Hadoop Streaming 1.0.3 Unrecognized -D command - hadoop

I am trying to chain some Streaming jobs( jobs written in Python). I did it, but I have problem with -D commands. Here is the code,
public class OJs extends Configured implements Tool
{
public int run( String[] args) throws Exception
{
//DOMINATION
Path domin = new Path( "diploma/join.txt");
//dominationm.py
Path domout = new Path( "mapkeyout/");
//dominationr.py
String[] dom = new String[]
{
"-D mapred.reduce.tasks=0",
"-file" , "/home/hduser/optimizingJoins/dominationm.py" ,
"-mapper" , "dominationm.py" ,
"-file" , "/home/hduser/optimizingJoins/dominationr.py" ,
"-reducer" , "dominationr.py",
"-input" , domin.toString() ,
"-output" , domout.toString()
};
JobConf domConf = new StreamJob().createJob( dom);
//run domination job
JobClient.runJob( domConf);
return 0;
}//end run
public static void main( String[] args) throws Exception
{
int res = ToolRunner.run( new Configuration(), new OJs(), args);
System.exit( res);
}//end main
}//end OJs
My problem is with command "-D mapred.reduce.tasks=0". I get this error,
ERROR streaming.StreamJob: Unrecognized option: -D...

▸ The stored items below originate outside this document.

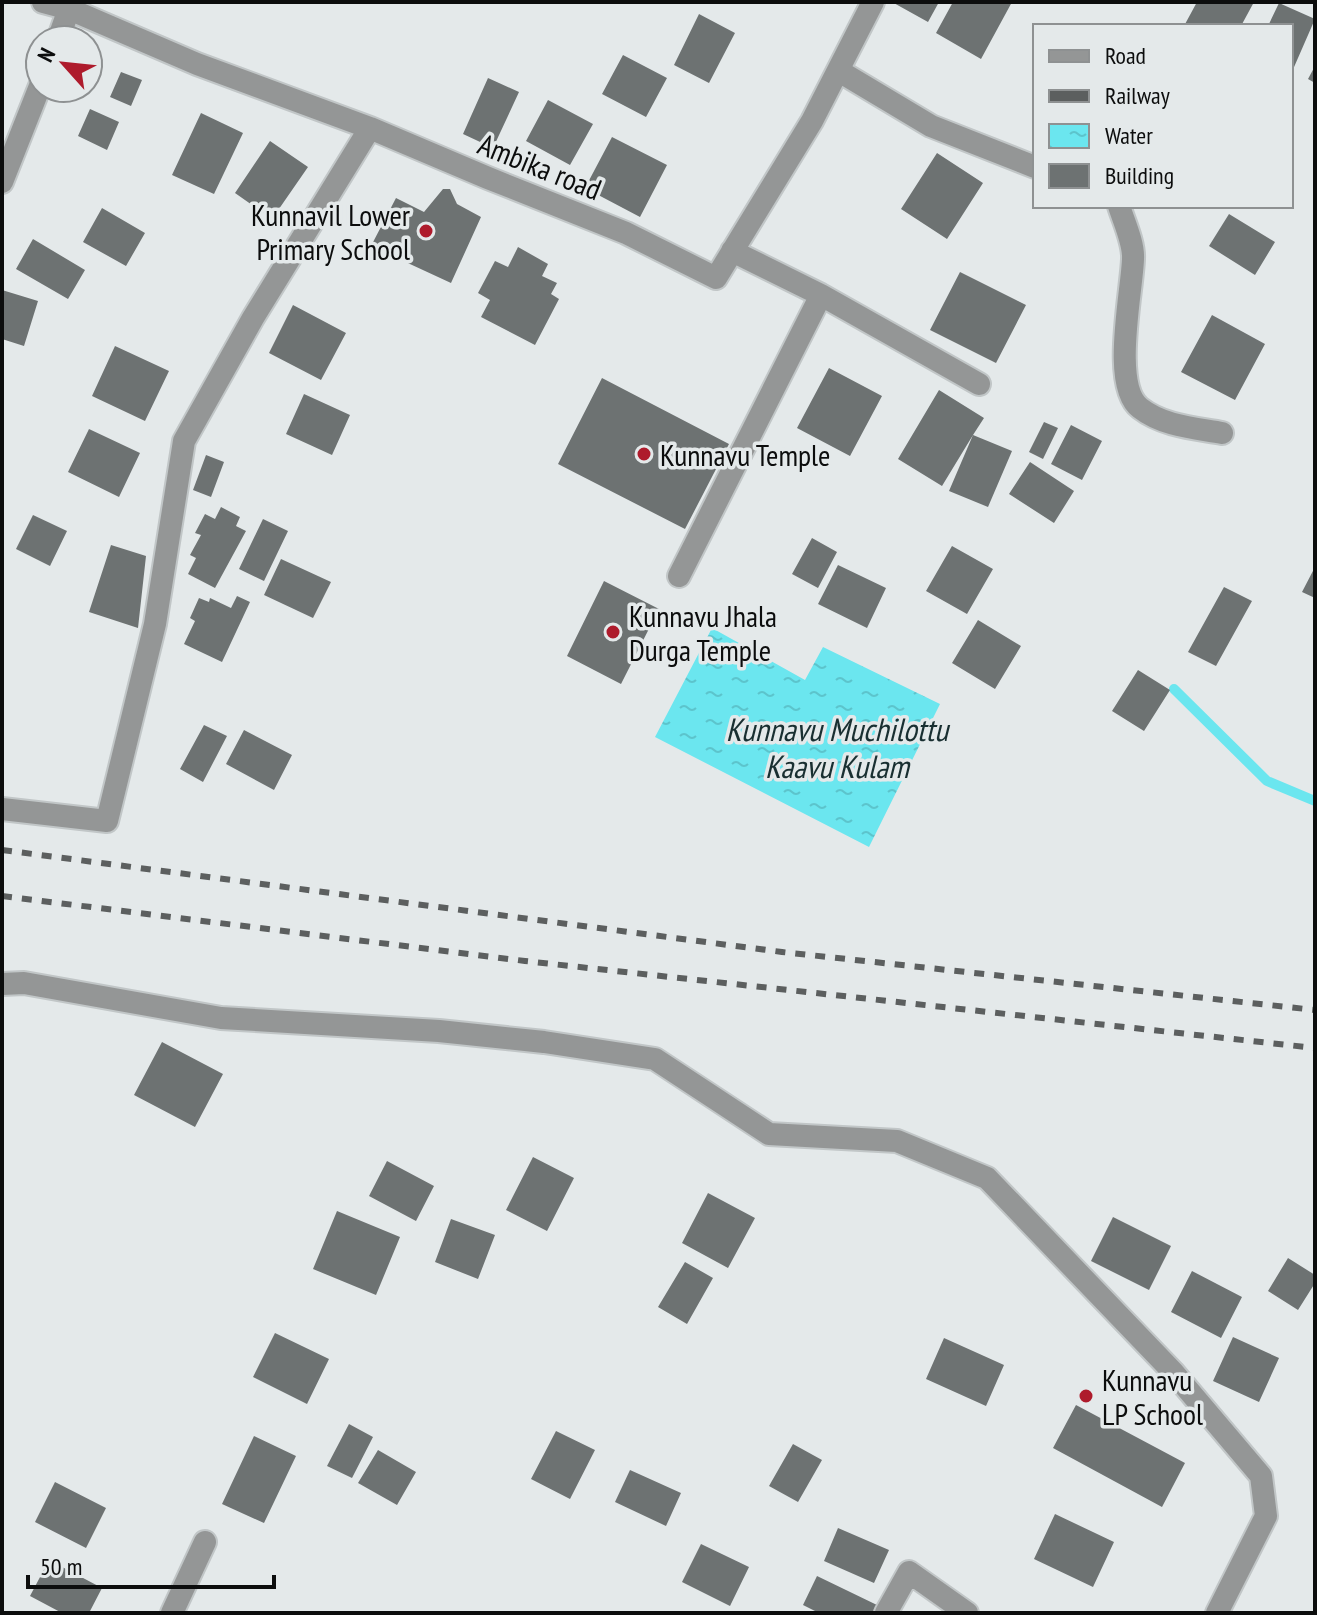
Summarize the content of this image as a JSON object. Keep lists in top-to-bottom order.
{
  "streets": {
    "street": ["Ambika road"]
  },
  "water": ["Kunnavu Muchilottu Kaavu Kulam"],
  "places": [
    "Kunnavil Lower Primary School",
    "Kunnavu Temple",
    "Kunnavu Jhala Durga Temple",
    "Kunnavu LP School"
  ],
  "legend": [
    "Road",
    "Railway",
    "Water",
    "Building"
  ],
  "scale_bar": "50 m",
  "north": "top left"
}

where the ... include any possible syntax combination, i.e.
"-D mapred.reduce.tasks=0"
"-Dmapred.reduce.tasks=0"
"-D", "mapred.reduce.tasks=0"
"-D", "mapred.reduce.tasks=", "0"
" -D mapred.reduce.tasks=0"
etc.
When I have a space before -D, then this command is ignored. I don't have the number of reducers I specified. When I don't have this space, I get the error I mentioned.
What am I doing wrong?
EDIT
Substituting -D option with -jobconf doesn't solve the problem. Here is the whole error output,
Warning: $HADOOP_HOME is deprecated.
12/10/04 00:25:02 ERROR streaming.StreamJob: Unrecognized option: -jobconf mapred.reduce.tasks=0
Usage: $HADOOP_HOME/bin/hadoop jar \
$HADOOP_HOME/hadoop-streaming.jar [options]
Options:
-input <path> DFS input file(s) for the Map step
-output <path> DFS output directory for the Reduce step
-mapper <cmd|JavaClassName> The streaming command to run
-combiner <cmd|JavaClassName> The streaming command to run
-reducer <cmd|JavaClassName> The streaming command to run
-file <file> File/dir to be shipped in the Job jar file
-inputformat TextInputFormat(default)|SequenceFileAsTextInputFormat|JavaClassName Optional.

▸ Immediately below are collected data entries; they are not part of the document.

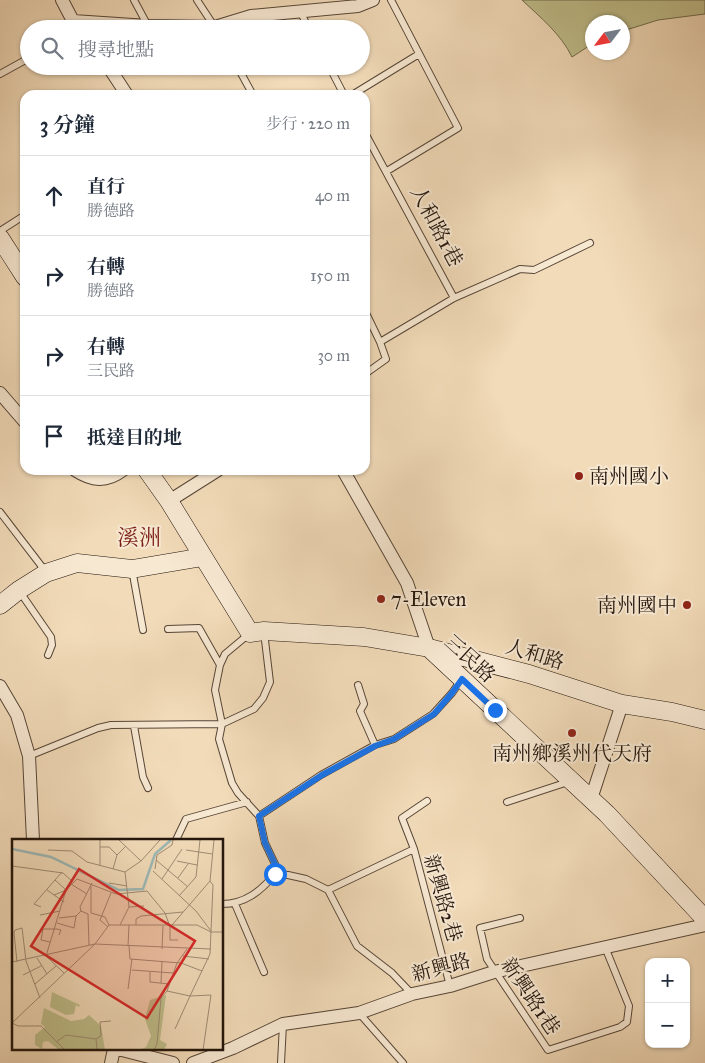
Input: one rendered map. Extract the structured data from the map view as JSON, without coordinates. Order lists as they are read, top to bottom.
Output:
{
  "streets": {
    "main road": ["人和路", "三民路"],
    "street": ["新興路"],
    "lane": ["人和路1巷", "新興路2巷", "新興路1巷"]
  },
  "crossings": [
    ["人和路", "三民路"],
    ["新興路2巷", "新興路"],
    ["新興路", "新興路1巷"]
  ],
  "districts": ["溪洲"],
  "places": [
    "南州國小",
    "7-Eleven",
    "南州國中",
    "南州鄉溪州代天府"
  ],
  "north": "bottom left",
  "page": {
    "search": "搜尋地點",
    "heading": ["3 分鐘", "步行 · 220 m"],
    "list": [
      ["直行", "勝德路", "40 m"],
      ["右轉", "勝德路", "150 m"],
      ["右轉", "三民路", "30 m"],
      "抵達目的地"
    ],
    "map_buttons": ["+", "−"]
  }
}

-outputformat TextOutputFormat(default)|JavaClassName Optional.
-partitioner JavaClassName Optional.
-numReduceTasks <num> Optional.
-inputreader <spec> Optional.
-cmdenv <n>=<v> Optional. Pass env.var to streaming commands
-mapdebug <path> Optional. To run this script when a map task fails
-reducedebug <path> Optional. To run this script when a reduce task fails
-io <identifier> Optional.
-verbose
Generic options supported are
-conf <configuration file> specify an application configuration file
-D <property=value> use value for given property
-fs <local|namenode:port> specify a namenode
-jt <local|jobtracker:port> specify a job tracker
-files <comma separated list of files> specify comma separated files to be copied to the map reduce cluster
-libjars <comma separated list of jars> specify comma separated jar files to include in the classpath.
-archives <comma separated list of archives> specify comma separated archives to be unarchived on the compute machines.

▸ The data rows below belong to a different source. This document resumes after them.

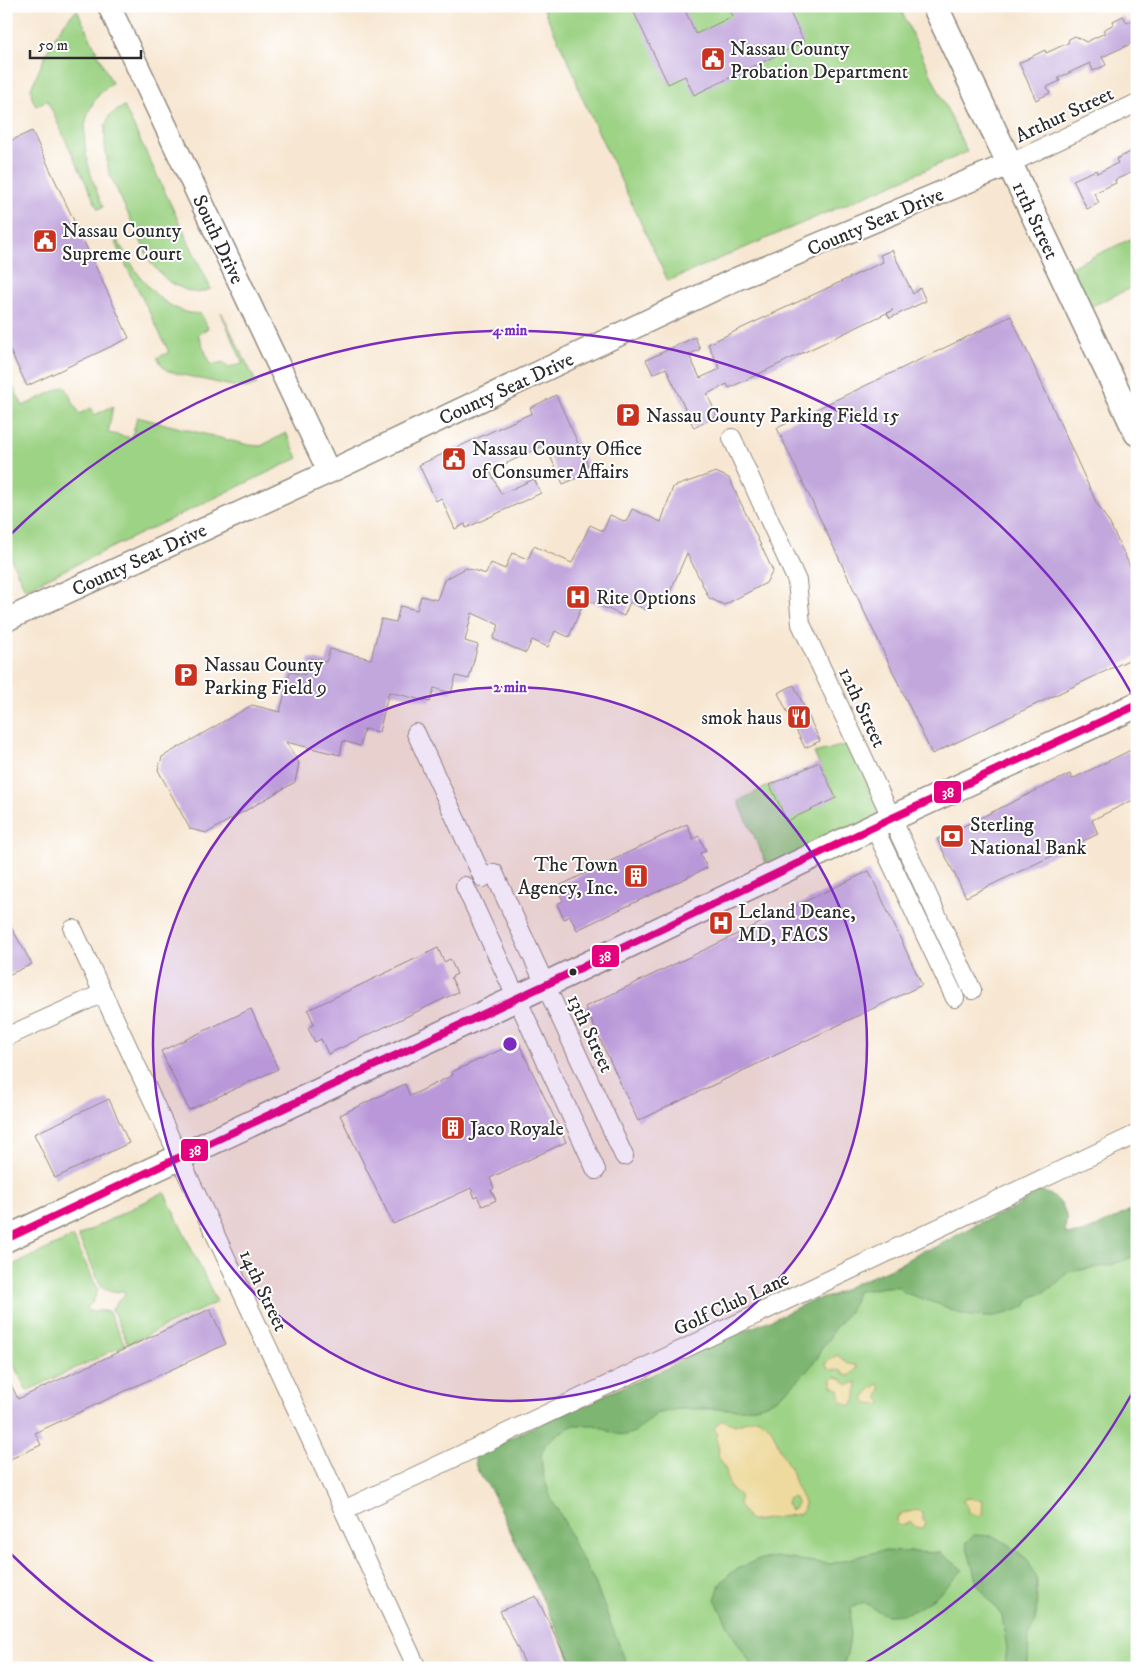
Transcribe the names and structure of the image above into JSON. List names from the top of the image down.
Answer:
{
  "streets": {
    "main road": ["11th Street"],
    "street": [
      "Arthur Street",
      "County Seat Drive",
      "South Drive",
      "12th Street",
      "13th Street",
      "14th Street",
      "Golf Club Lane"
    ]
  },
  "crossings": [
    ["Arthur Street", "11th Street"],
    ["Arthur Street", "County Seat Drive"],
    ["11th Street", "County Seat Drive"],
    ["County Seat Drive", "South Drive"],
    ["14th Street", "Golf Club Lane"]
  ],
  "places": {
    "public building": ["Nassau County Probation Department", "Nassau County Supreme Court", "Nassau County Office of Consumer Affairs"],
    "parking": ["Nassau County Parking Field 15", "Nassau County Parking Field 9"],
    "hospital": ["Rite Options", "Leland Deane, MD, FACS"],
    "restaurant": ["smok haus"],
    "bank": ["Sterling National Bank"],
    "building": ["The Town Agency, Inc.", "Jaco Royale"]
  },
  "lines": ["transit line 38"],
  "scale_bar": "50 m",
  "rings": ["4 min", "2 min"]
}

The general command line syntax is
bin/hadoop command [genericOptions] [commandOptions]
For more details about these options:
Use $HADOOP_HOME/bin/hadoop jar build/hadoop-streaming.jar -info
Exception in thread "main" java.lang.IllegalArgumentException:
at org.apache.hadoop.streaming.StreamJob.fail(StreamJob.java:549)
at org.apache.hadoop.streaming.StreamJob.exitUsage(StreamJob.java:486)
at org.apache.hadoop.streaming.StreamJob.parseArgv(StreamJob.java:246)
at org.apache.hadoop.streaming.StreamJob.createJob(StreamJob.java:143)
at OJs.run(OJs.java:135)
at org.apache.hadoop.util.ToolRunner.run(ToolRunner.java:65)
at OJs.main(OJs.java:183)
at sun.reflect.NativeMethodAccessorImpl.invoke0(Native Method)
at sun.reflect.NativeMethodAccessorImpl.invoke(NativeMethodAccessorImpl.java:57)
at sun.reflect.DelegatingMethodAccessorImpl.invoke(DelegatingMethodAccessorImpl.java:43)
at java.lang.reflect.Method.invoke(Method.java:601)
at org.apache.hadoop.util.RunJar.main(RunJar.java:156)
Moreover, I can't understand, why when I run a job straight with Streaming, Streaming recognizes -D option, but when I run a job with Streaming through JobClient, -D option recognition fails. Is a problem of Streaming or a problem of sun.reflect? Where is sun.reflect package in Ubuntu?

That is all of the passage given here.